Interaction Between Engineering Education Pedagogies and Neurodiverse Learning Styles


“Traditional” engineering education delivery – largely unchanged since the mid-20th century[1] – tends to be rigid and often unsuited or inaccessible to neurodiverse students[2]. “Neurodiversity” refers to individuals from different neurological backgrounds, including but not limited to attention-deficit/hyperactivity disorder (ADHD), bipolar disorder, post-traumatic stress disorder (PTSD), autism, etc. It has been estimated that 5.4% of U.S. college students[3] may be considered as neurologically diverse; although as high as 25% have been diagnosed with a mental health issue (typically depression or anxiety). While it is common in studies to group students based on their diagnoses, there can be important differences in performance and emotional well-being that are missed[4]. The objective of this proposal is to study the interaction between the learning styles of neurodiverse STEM students and pedagogical practices in STEM courses. Currently, universities are adapting their teaching methods to accommodate the most diverse spectra of students. Much work is focused toward establishing universal teaching practices, which generally focus on improving students’ accessibility in a course. There is exceptionally little research done on understanding neurodiverse individuals specifically within engineering programs. This is a milestone on the path toward answering other big questions; Are universal teaching practices enough to help neurodiverse individuals in engineering (and to a larger extent, STEM) disciplines? Do they provide a substantial impact? Are neurodiverse individuals achieving the learning objectives set by the professor? What unique characteristics do different neurodiverse groups bring to engineering? The first step to answering these questions is to understand the student experience. Once we know what can be improved in teaching pedagogies and understand the neurodiverse student's perspective in the classroom, we can refine our classrooms to provide the best education possible for the broadest spectra of individuals. 

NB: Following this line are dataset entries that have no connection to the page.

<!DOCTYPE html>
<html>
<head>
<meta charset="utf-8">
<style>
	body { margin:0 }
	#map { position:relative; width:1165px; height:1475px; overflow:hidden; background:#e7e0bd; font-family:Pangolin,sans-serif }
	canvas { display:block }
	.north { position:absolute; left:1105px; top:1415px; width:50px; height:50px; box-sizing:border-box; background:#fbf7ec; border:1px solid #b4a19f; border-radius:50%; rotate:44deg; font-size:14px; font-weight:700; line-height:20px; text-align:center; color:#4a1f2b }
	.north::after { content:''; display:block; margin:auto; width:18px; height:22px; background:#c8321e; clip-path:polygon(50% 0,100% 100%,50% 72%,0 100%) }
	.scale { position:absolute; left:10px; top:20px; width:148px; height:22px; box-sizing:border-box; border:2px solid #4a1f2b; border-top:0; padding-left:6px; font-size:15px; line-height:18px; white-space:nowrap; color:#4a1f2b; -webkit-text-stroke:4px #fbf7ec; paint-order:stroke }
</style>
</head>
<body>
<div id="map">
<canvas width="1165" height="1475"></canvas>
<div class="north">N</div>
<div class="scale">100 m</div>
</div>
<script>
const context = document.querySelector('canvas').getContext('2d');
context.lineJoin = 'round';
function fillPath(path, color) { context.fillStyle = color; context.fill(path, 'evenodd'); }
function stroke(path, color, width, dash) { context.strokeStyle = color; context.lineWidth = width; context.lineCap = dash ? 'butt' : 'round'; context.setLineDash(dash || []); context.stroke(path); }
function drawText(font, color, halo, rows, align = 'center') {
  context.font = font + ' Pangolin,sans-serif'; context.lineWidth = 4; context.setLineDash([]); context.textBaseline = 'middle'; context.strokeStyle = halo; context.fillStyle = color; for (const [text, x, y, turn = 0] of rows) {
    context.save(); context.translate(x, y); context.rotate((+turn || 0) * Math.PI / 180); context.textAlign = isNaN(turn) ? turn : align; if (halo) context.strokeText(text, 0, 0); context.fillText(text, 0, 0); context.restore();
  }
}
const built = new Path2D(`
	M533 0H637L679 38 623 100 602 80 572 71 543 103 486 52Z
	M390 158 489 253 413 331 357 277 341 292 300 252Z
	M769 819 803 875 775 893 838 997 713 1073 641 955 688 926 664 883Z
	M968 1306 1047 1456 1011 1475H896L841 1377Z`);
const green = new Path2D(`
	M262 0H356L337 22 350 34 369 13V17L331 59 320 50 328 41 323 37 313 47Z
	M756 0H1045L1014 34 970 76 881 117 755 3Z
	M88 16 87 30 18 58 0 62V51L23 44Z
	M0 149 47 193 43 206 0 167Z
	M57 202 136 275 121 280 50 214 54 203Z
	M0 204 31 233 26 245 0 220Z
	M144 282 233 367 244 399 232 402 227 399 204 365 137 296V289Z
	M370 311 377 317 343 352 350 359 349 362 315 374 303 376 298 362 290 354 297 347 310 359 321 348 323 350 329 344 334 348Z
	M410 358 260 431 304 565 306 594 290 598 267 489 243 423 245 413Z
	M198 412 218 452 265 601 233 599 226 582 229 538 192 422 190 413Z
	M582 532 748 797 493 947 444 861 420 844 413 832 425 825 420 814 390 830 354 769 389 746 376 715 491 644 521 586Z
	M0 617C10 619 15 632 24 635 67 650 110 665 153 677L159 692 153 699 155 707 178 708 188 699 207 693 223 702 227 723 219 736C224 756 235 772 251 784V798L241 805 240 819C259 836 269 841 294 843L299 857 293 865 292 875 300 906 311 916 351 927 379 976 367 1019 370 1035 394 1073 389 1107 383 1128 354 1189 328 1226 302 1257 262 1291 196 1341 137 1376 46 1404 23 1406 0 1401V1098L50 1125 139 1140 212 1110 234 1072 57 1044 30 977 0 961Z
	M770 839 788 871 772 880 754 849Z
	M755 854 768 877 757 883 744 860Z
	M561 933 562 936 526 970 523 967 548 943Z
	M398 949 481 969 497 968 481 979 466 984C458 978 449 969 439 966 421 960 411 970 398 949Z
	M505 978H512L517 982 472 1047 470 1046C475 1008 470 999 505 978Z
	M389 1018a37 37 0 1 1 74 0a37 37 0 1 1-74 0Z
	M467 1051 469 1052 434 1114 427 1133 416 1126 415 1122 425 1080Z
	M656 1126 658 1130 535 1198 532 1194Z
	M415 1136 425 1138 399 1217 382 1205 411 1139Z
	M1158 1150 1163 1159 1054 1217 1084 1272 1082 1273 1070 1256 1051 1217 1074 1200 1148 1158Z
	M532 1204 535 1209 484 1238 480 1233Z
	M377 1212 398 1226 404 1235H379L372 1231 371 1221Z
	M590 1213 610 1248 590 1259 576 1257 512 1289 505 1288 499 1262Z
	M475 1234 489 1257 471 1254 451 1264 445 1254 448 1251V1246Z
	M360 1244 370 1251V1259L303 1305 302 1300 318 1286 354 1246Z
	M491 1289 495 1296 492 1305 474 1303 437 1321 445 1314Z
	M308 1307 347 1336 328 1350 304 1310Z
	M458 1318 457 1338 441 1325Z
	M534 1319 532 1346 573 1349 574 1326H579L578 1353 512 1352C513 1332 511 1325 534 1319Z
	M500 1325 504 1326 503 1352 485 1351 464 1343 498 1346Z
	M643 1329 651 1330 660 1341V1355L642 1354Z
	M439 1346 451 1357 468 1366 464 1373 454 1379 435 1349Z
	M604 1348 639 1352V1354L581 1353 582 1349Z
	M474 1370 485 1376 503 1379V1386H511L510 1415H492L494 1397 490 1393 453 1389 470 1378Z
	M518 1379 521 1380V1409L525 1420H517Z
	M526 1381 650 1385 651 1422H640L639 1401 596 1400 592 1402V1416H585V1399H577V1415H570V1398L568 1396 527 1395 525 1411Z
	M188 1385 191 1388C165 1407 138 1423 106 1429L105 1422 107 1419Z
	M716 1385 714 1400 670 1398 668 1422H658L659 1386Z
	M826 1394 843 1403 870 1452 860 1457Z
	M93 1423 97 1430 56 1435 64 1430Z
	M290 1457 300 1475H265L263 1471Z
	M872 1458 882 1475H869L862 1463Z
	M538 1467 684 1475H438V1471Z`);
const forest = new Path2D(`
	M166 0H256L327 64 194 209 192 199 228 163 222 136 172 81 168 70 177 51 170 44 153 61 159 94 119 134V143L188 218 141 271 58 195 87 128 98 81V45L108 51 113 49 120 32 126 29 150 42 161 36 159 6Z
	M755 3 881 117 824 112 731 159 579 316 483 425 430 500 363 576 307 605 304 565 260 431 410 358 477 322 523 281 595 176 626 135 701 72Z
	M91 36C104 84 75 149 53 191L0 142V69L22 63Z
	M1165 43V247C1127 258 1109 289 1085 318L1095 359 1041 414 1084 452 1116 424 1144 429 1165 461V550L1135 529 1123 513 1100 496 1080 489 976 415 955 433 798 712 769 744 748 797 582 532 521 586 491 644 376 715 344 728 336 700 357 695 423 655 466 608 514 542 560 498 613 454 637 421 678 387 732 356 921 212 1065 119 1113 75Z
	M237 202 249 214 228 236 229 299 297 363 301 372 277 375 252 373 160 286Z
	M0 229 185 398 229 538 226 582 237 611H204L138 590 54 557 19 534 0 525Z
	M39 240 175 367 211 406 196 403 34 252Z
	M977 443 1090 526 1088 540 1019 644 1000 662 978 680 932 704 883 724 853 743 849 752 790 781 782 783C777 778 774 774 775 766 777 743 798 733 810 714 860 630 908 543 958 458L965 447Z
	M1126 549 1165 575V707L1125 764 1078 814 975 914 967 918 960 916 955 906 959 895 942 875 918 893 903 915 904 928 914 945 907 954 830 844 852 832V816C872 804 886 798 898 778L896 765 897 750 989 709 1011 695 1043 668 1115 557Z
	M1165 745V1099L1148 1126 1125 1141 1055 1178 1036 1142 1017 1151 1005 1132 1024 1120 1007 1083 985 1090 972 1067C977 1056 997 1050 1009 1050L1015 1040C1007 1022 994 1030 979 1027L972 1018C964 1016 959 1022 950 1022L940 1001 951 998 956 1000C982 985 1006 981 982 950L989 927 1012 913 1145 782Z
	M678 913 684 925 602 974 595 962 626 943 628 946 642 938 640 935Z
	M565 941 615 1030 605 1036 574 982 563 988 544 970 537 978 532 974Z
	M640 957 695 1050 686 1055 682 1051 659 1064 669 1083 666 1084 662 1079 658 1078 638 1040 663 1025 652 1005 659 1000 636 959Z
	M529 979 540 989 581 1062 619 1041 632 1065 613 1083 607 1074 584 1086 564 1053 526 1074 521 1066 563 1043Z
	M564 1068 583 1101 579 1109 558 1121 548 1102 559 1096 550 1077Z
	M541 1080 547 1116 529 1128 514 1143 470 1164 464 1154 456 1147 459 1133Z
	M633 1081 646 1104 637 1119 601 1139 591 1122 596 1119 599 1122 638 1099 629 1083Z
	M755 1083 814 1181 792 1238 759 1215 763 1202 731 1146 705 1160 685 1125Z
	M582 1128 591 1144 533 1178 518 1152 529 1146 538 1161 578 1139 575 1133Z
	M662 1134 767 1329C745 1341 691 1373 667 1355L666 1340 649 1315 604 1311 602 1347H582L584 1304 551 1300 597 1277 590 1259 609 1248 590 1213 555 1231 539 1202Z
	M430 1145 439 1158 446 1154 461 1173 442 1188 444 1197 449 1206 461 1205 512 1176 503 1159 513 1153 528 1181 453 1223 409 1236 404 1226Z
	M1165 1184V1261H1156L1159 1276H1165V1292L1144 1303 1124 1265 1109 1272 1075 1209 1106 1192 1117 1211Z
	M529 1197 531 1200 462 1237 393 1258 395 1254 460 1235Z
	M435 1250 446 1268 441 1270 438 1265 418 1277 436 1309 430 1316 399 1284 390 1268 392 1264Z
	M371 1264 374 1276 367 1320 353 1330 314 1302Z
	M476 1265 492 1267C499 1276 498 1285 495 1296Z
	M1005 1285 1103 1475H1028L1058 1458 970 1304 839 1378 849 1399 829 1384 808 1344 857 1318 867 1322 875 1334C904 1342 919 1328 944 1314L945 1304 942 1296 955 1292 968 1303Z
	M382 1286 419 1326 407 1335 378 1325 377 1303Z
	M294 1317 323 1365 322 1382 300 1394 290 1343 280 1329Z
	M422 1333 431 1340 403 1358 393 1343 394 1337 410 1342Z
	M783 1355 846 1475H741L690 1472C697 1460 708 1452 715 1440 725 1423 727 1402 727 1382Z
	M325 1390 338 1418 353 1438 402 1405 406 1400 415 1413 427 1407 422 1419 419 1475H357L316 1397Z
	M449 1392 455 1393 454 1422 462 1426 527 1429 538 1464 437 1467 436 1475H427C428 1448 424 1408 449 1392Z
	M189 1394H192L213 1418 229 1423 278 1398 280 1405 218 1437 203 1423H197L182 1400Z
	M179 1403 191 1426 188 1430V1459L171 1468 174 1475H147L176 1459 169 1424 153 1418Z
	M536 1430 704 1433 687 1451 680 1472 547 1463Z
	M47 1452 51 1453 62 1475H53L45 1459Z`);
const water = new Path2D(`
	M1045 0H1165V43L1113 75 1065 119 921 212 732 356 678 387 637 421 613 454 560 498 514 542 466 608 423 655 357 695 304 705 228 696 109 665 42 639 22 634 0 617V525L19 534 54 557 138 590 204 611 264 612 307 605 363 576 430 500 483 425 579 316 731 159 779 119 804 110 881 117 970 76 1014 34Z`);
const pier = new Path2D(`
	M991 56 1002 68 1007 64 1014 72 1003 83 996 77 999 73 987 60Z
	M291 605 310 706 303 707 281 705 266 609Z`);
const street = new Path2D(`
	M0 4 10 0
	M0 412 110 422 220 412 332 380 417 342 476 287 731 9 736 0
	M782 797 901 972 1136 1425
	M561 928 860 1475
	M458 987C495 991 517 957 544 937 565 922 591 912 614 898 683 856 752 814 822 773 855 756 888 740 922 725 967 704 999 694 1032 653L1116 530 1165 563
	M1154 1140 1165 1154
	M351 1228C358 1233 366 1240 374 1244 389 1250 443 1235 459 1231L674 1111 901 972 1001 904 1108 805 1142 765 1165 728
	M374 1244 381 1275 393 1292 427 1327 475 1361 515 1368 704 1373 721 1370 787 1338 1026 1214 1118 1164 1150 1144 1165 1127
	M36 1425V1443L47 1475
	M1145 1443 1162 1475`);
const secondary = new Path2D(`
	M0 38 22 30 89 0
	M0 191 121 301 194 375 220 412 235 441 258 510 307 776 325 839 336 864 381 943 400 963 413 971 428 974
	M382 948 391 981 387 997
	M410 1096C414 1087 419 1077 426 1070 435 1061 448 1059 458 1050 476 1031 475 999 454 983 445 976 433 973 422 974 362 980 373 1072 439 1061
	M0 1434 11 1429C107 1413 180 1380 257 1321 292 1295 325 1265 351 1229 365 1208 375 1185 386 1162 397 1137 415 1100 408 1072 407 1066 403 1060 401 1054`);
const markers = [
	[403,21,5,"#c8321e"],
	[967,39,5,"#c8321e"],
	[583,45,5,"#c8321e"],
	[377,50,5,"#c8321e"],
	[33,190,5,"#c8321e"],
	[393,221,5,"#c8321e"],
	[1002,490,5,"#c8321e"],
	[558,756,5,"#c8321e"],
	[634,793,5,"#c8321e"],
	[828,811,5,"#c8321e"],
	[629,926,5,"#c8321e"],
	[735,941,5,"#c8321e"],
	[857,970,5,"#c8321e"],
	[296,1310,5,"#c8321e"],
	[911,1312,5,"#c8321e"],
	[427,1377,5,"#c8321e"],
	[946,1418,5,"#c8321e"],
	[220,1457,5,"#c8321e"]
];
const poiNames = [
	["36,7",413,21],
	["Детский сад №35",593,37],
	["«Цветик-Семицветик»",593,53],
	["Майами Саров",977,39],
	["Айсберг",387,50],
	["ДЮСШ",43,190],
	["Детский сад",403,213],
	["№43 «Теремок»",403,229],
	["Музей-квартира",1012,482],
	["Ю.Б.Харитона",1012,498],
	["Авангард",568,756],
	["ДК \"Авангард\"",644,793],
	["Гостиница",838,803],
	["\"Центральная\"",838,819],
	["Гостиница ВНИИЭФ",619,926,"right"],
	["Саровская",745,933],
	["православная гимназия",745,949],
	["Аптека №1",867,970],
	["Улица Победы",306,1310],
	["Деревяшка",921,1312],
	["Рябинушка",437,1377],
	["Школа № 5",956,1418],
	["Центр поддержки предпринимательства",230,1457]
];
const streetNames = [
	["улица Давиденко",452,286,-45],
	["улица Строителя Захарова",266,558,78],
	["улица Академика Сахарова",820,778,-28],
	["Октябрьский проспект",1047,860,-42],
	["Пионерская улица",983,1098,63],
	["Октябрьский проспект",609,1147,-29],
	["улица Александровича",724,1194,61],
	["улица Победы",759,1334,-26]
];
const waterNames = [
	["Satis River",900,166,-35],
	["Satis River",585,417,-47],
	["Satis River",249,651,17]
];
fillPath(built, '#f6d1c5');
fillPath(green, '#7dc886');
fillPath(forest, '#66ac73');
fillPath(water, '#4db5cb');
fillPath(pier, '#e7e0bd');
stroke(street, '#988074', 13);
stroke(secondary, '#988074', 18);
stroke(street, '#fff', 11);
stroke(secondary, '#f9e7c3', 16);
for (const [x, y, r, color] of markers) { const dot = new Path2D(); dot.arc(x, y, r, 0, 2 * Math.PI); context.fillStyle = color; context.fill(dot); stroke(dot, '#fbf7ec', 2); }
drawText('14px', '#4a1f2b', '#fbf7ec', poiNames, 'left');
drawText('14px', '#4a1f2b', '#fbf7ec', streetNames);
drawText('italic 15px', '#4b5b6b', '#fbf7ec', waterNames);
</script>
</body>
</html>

References: [1] Leydens, J.A. and Lucena, J.C. (2018) Engineering Justice – Transforming Engineering Education and Practice, IEEE PCS Professional Engineering Communication Series, Wiley and IEEE Press.
[2]Green, A. and Rabiner, D. (2012) What Do We Really Know about ADHD in College Students?, Neurotherapeutics, 9(3) 559-568.
[3] Liu, C., Stevens, C., Wong, S., Yasui, M. and Chen, J. (2018) The prevalence and predictors of mental health diagnoses and suicide among U.S. college students: Implications for addressing disparities in service use, Depression and Anxiety.
[4] Budd, J., Fichten, C., Jorgensen, M., Havel, A. and Flanagan, T. (2016) Postsecondary Students with Specific Learning Disabilities and with Attention Deficit Hyperactivity Disorder Should Not be Considered as a Unified Group For Research or Practice, Journal of Education and Training Studies, 4(4).